Comment: Imaging is probably not dynamic, but if its use could shorten the time period of assessment from several months to a week, it would be valuable.
Answer: Yes, but you can only image the people who are still alive.
Comment: I think that you are “downgrading” the dynamic aspect of imaging because you are only thinking in terms of acute injury. What about the brain picture at 2 weeks or 1 month, versus the 6 months necessary for behavioral assessment? Perhaps using spectroscopy or magnetic transfer imaging may predict outcome.

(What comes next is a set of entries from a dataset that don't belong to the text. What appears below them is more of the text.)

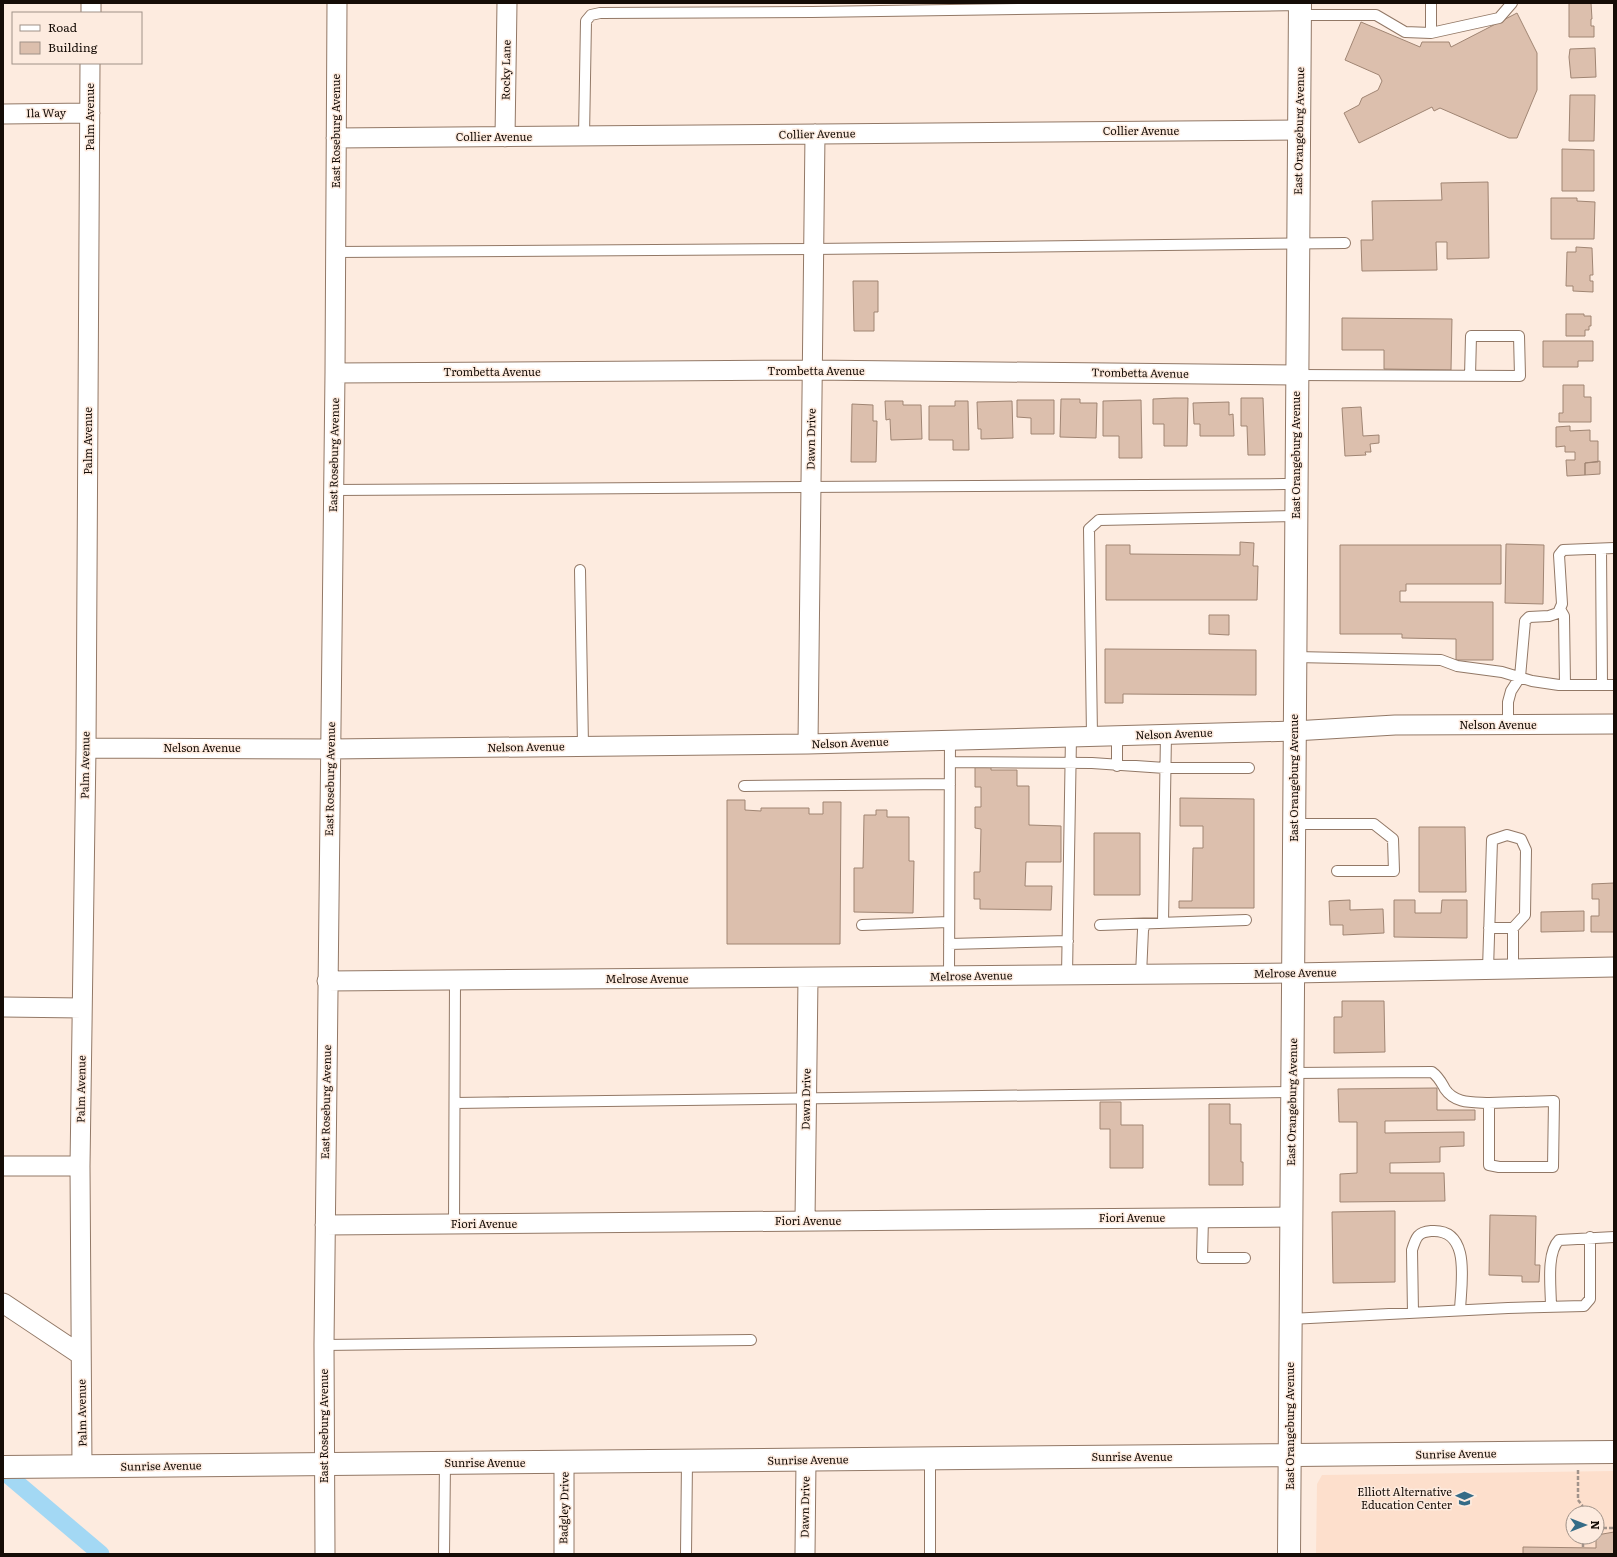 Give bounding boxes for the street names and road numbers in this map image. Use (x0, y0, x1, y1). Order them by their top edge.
street label: Rocky Lane (496, 39, 514, 100)
street label: East Orangeburg Avenue (1289, 67, 1307, 195)
street label: East Roseburg Avenue (327, 74, 343, 188)
street label: Palm Avenue (81, 83, 97, 151)
street label: Ila Way (26, 104, 67, 120)
street label: Collier Avenue (1103, 122, 1180, 138)
street label: Collier Avenue (779, 124, 856, 142)
street label: Collier Avenue (456, 128, 533, 144)
street label: Trombetta Avenue (767, 362, 865, 378)
street label: Trombetta Avenue (443, 363, 541, 379)
street label: Trombetta Avenue (1091, 363, 1189, 381)
street label: East Orangeburg Avenue (1287, 391, 1303, 519)
street label: East Roseburg Avenue (324, 397, 342, 512)
street label: Palm Avenue (79, 407, 95, 475)
street label: Dawn Drive (801, 408, 819, 470)
street label: East Orangeburg Avenue (1285, 714, 1301, 842)
street label: Nelson Avenue (1459, 716, 1537, 732)
street label: East Roseburg Avenue (320, 721, 338, 836)
street label: Nelson Avenue (1135, 724, 1213, 742)
street label: Palm Avenue (75, 731, 93, 799)
street label: Nelson Avenue (811, 733, 889, 751)
street label: Nelson Avenue (487, 737, 565, 755)
street label: Nelson Avenue (163, 739, 241, 755)
street label: Melrose Avenue (1253, 963, 1337, 981)
street label: Melrose Avenue (929, 966, 1013, 984)
street label: Melrose Avenue (606, 970, 689, 986)
street label: East Orangeburg Avenue (1282, 1038, 1300, 1166)
street label: East Roseburg Avenue (316, 1044, 334, 1159)
street label: Palm Avenue (71, 1055, 89, 1123)
street label: Dawn Drive (796, 1068, 814, 1130)
street label: Fiori Avenue (1099, 1209, 1165, 1225)
street label: Fiori Avenue (775, 1212, 841, 1228)
street label: Fiori Avenue (451, 1215, 517, 1231)
street label: East Orangeburg Avenue (1281, 1362, 1297, 1490)
street label: East Roseburg Avenue (315, 1369, 331, 1483)
street label: Palm Avenue (72, 1379, 90, 1447)
street label: Sunrise Avenue (1415, 1444, 1497, 1462)
street label: Sunrise Avenue (1092, 1448, 1173, 1464)
street label: Sunrise Avenue (767, 1450, 849, 1468)
street label: Sunrise Avenue (445, 1454, 526, 1470)
street label: Sunrise Avenue (120, 1456, 202, 1474)
street label: Badgley Drive (554, 1471, 572, 1544)
street label: Dawn Drive (795, 1476, 813, 1538) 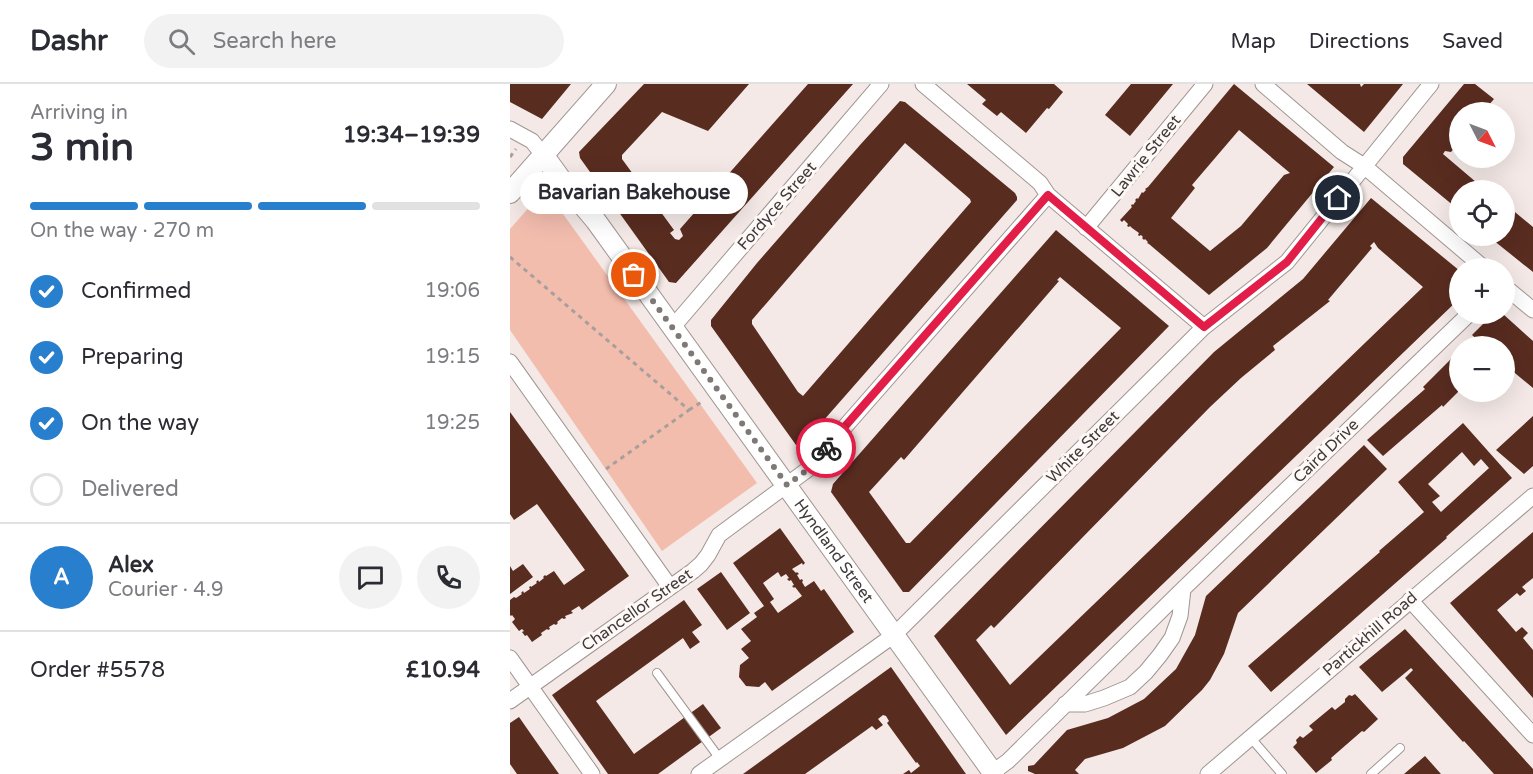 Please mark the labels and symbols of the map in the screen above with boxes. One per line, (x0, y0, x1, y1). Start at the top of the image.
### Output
north arrow (1449, 102, 1515, 168)
street label: Lawrie Street (1107, 111, 1185, 201)
street label: Fordyce Street (733, 158, 821, 254)
pin (1312, 172, 1363, 223)
callout: Bavarian Bakehouse (520, 173, 748, 215)
pin (608, 249, 659, 300)
street label: White Street (1042, 406, 1124, 488)
street label: Caird Drive (1289, 415, 1363, 487)
courier (796, 418, 856, 478)
street label: Hyndland Street (789, 495, 878, 607)
street label: Chancellor Street (578, 564, 696, 656)
street label: Partickhill Road (1319, 587, 1421, 681) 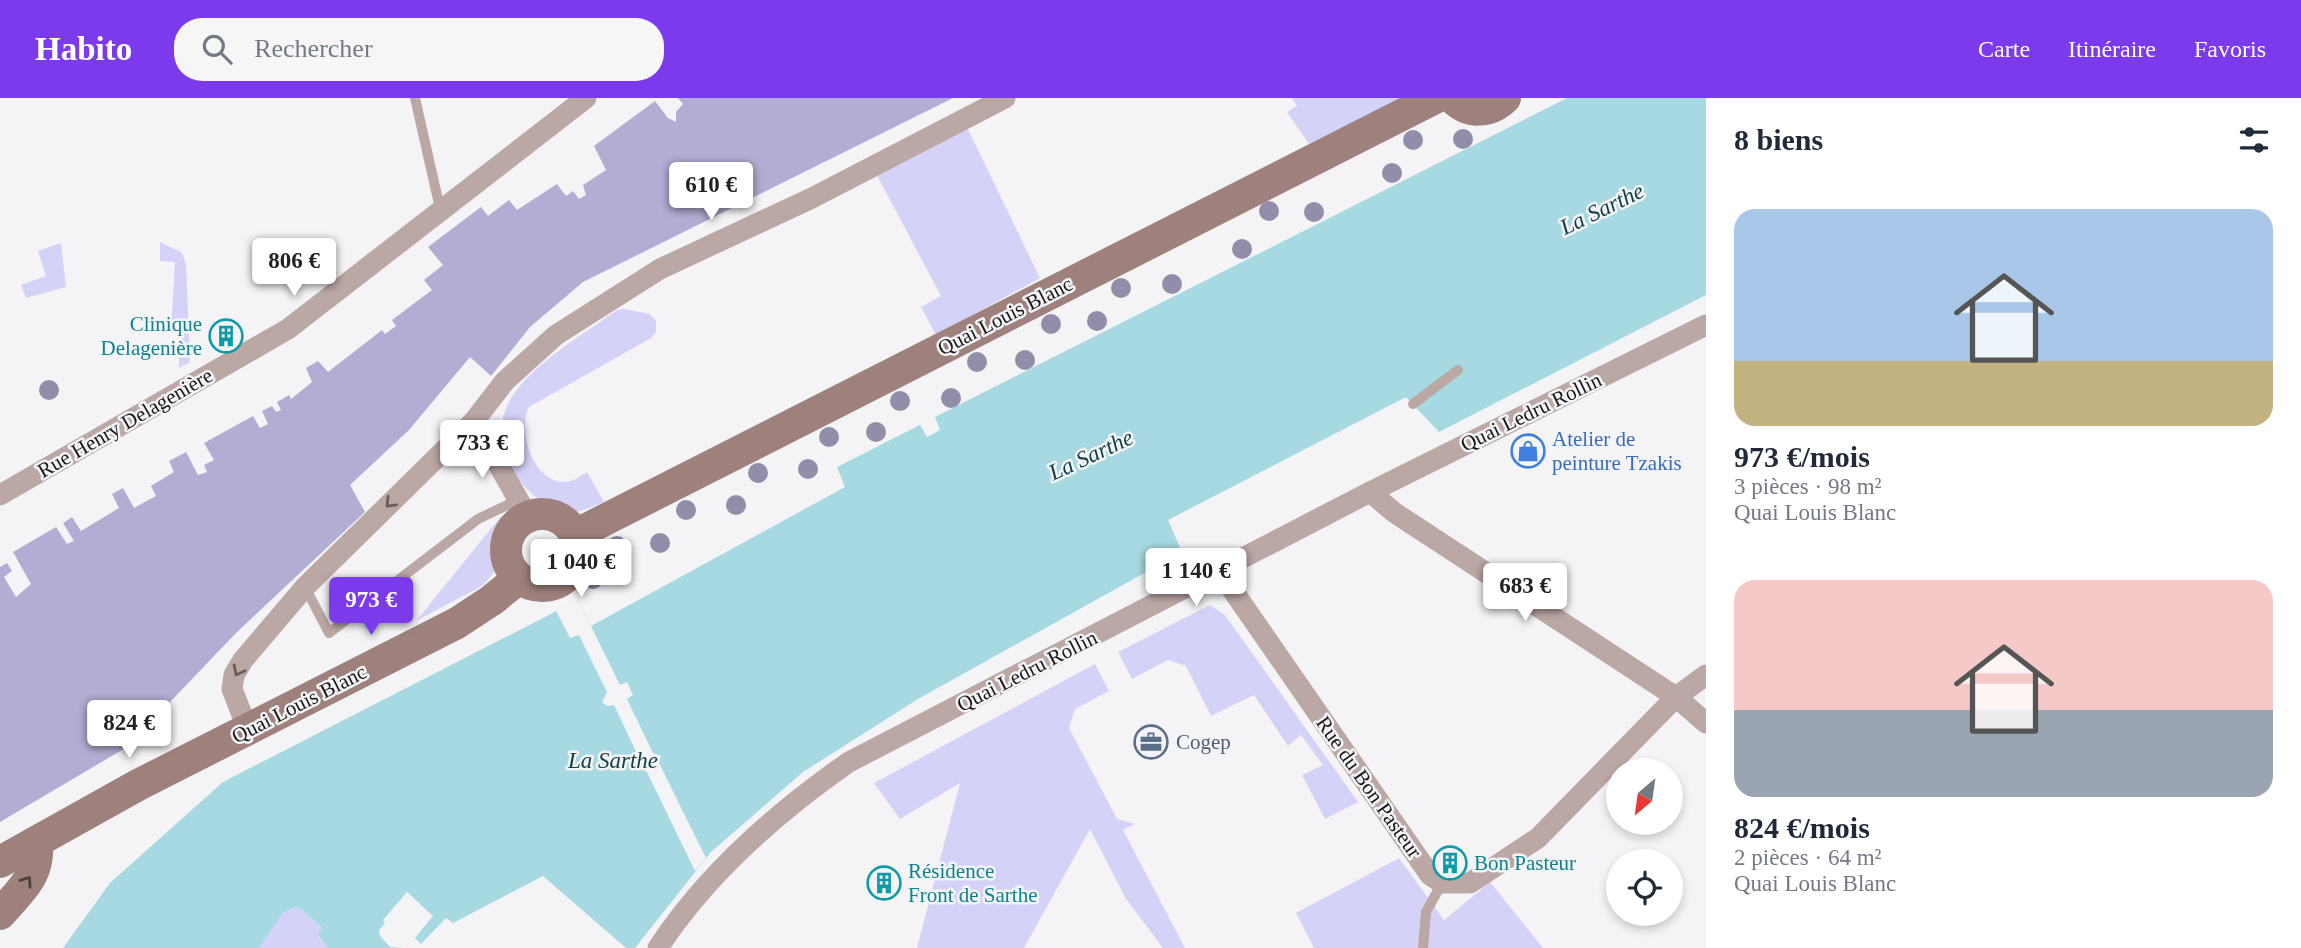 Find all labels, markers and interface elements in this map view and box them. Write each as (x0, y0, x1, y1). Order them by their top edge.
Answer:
search box (174, 18, 664, 81)
icon: search (198, 30, 236, 68)
text: Habito (35, 31, 132, 67)
text: Rechercher (254, 34, 373, 63)
text: Carte (1978, 36, 2030, 62)
text: Itinéraire (2068, 36, 2156, 62)
text: Favoris (2194, 36, 2266, 62)
icon: filters (2235, 121, 2273, 159)
text: 8 biens (1734, 123, 1823, 156)
pin: 610 € (662, 162, 760, 222)
text: 610 € (685, 172, 737, 197)
water label: La Sarthe (1555, 178, 1648, 240)
pin: 806 € (245, 238, 343, 298)
text: 806 € (268, 248, 320, 273)
icon: home (1941, 255, 2067, 381)
street label: Quai Louis Blanc (934, 272, 1076, 360)
place label: Clinique Delagenière (101, 312, 202, 360)
building icon: Clinique Delagenière (207, 317, 245, 355)
street label: Rue Henry Delagenière (33, 363, 217, 483)
street label: Quai Ledru Rollin (1457, 367, 1606, 457)
pin: 733 € (433, 420, 531, 480)
water label: La Sarthe (1044, 425, 1137, 486)
place label: Atelier de peinture Tzakis (1552, 427, 1682, 475)
text: 733 € (456, 430, 508, 455)
shop icon: Atelier de peinture Tzakis (1509, 432, 1547, 470)
text: 973 €/mois (1734, 440, 1870, 473)
text: 3 pièces · 98 m² (1734, 474, 1881, 499)
one-way arrow (385, 495, 398, 508)
text: Quai Louis Blanc (1734, 500, 1896, 525)
pin: 1 040 € (516, 540, 646, 599)
pin: 1 140 € (1131, 548, 1261, 608)
text: 1 040 € (547, 549, 616, 574)
text: 1 140 € (1162, 558, 1231, 583)
pin: 683 € (1476, 564, 1574, 623)
text: 683 € (1499, 573, 1551, 598)
pin: 973 € (322, 578, 420, 637)
text: 973 € (345, 587, 397, 612)
street label: Quai Ledru Rollin (953, 625, 1101, 717)
icon: home (1941, 626, 2067, 752)
street label: Quai Louis Blanc (228, 660, 370, 748)
one-way arrow (232, 664, 246, 676)
pin: 824 € (80, 700, 178, 760)
text: 824 € (103, 710, 155, 735)
street label: Rue du Bon Pasteur (1311, 712, 1427, 862)
office icon: Cogep (1132, 723, 1170, 761)
place label: Cogep (1176, 730, 1231, 754)
water label: La Sarthe (567, 748, 658, 773)
north arrow (1606, 758, 1684, 835)
map controls (1606, 758, 1683, 926)
text: 824 €/mois (1734, 811, 1870, 844)
building icon: Bon Pasteur (1431, 844, 1469, 882)
text: 2 pièces · 64 m² (1734, 845, 1881, 870)
button: locate (1606, 849, 1683, 926)
place label: Bon Pasteur (1474, 851, 1576, 875)
place label: Résidence Front de Sarthe (908, 859, 1037, 907)
building icon: Résidence Front de Sarthe (865, 864, 903, 902)
text: Quai Louis Blanc (1734, 871, 1896, 896)
one-way arrow (19, 877, 31, 889)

Answer: At present, MRI is expensive, cumbersome, and difficult to perform in TBI patients, even after 1 wk; and the data are difficult to interpret. We did not think imaging would be crucial in the immediate future. There are opportunities for further improvements in techniques.
Question: What about MR spectroscopy or PET?
Comment: At the present, I think that your comments on the difficulties of imaging the head injured patient in the acute phase are correct; but the results of research are very promising. On the basis of our (Marmarou) spectroscopy work, there is a strong prognostic value for release of N-acetylaspartate and recovery. In patients who do not do well, values drop acutely and stay low; in patients who recover, the values increase. Perhaps such an index assessed within a 10-day period would give us a handle on what will occur 6 months later.
Comment: Imaging techniques are fertile areas for research, and could move the field forward through both basic and clinical studies. Imaging cannot be the primary endpoint in a Phase III trial, but the techniques hold promise for elucidating mechanisms that would be the targets for drug trial design.
Answer: There are a number of biochemical or metabolic markers that seem to relate quite well to the amount of damage, but whether those are sufficiently dynamic is a question. It has been suggested that late rises in S100 protein concentrations in the blood might correlate with secondary insults.